Everything in the data that follows should be given again verbatim, except the images.

Provided data.
::::::::
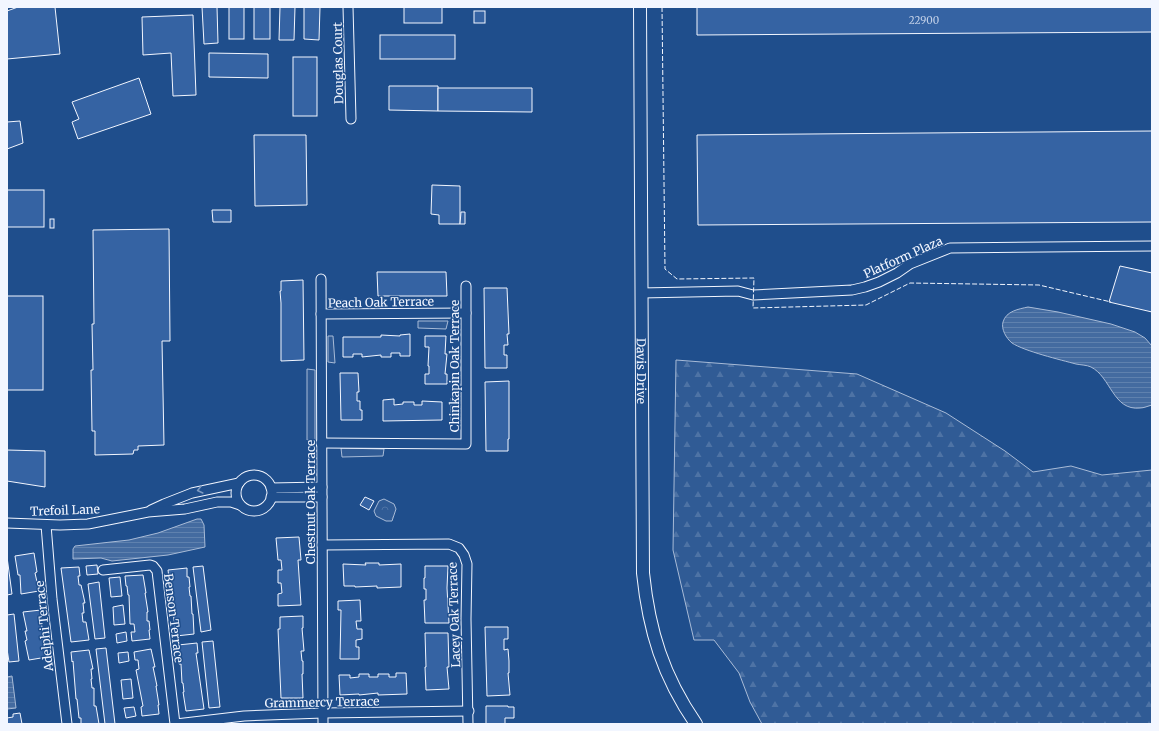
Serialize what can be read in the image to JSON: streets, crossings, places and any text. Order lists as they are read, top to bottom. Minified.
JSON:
{"streets":{"street":["Douglas Court","Platform Plaza","Peach Oak Terrace","Chinkapin Oak Terrace","Davis Drive","Chestnut Oak Terrace","Trefoil Lane","Lacey Oak Terrace","Benson Terrace","Adelphi Terrace","Grammercy Terrace"]},"crossings":[["Platform Plaza","Davis Drive"],["Peach Oak Terrace","Chinkapin Oak Terrace"],["Peach Oak Terrace","Chestnut Oak Terrace"],["Chinkapin Oak Terrace","Chestnut Oak Terrace"],["Chestnut Oak Terrace","Lacey Oak Terrace"],["Chestnut Oak Terrace","Grammercy Terrace"],["Trefoil Lane","Adelphi Terrace"],["Lacey Oak Terrace","Grammercy Terrace"],["Benson Terrace","Grammercy Terrace"]],"house_numbers":["22900"]}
::::::::
Expected answer.
Serialize what can be read in the image to JSON: streets, crossings, places and any text. Order lists as they are read, top to bottom. Minified.
JSON:
{"streets":{"street":["Douglas Court","Platform Plaza","Peach Oak Terrace","Chinkapin Oak Terrace","Davis Drive","Chestnut Oak Terrace","Trefoil Lane","Lacey Oak Terrace","Benson Terrace","Adelphi Terrace","Grammercy Terrace"]},"crossings":[["Platform Plaza","Davis Drive"],["Peach Oak Terrace","Chinkapin Oak Terrace"],["Peach Oak Terrace","Chestnut Oak Terrace"],["Chinkapin Oak Terrace","Chestnut Oak Terrace"],["Chestnut Oak Terrace","Lacey Oak Terrace"],["Chestnut Oak Terrace","Grammercy Terrace"],["Trefoil Lane","Adelphi Terrace"],["Lacey Oak Terrace","Grammercy Terrace"],["Benson Terrace","Grammercy Terrace"]],"house_numbers":["22900"]}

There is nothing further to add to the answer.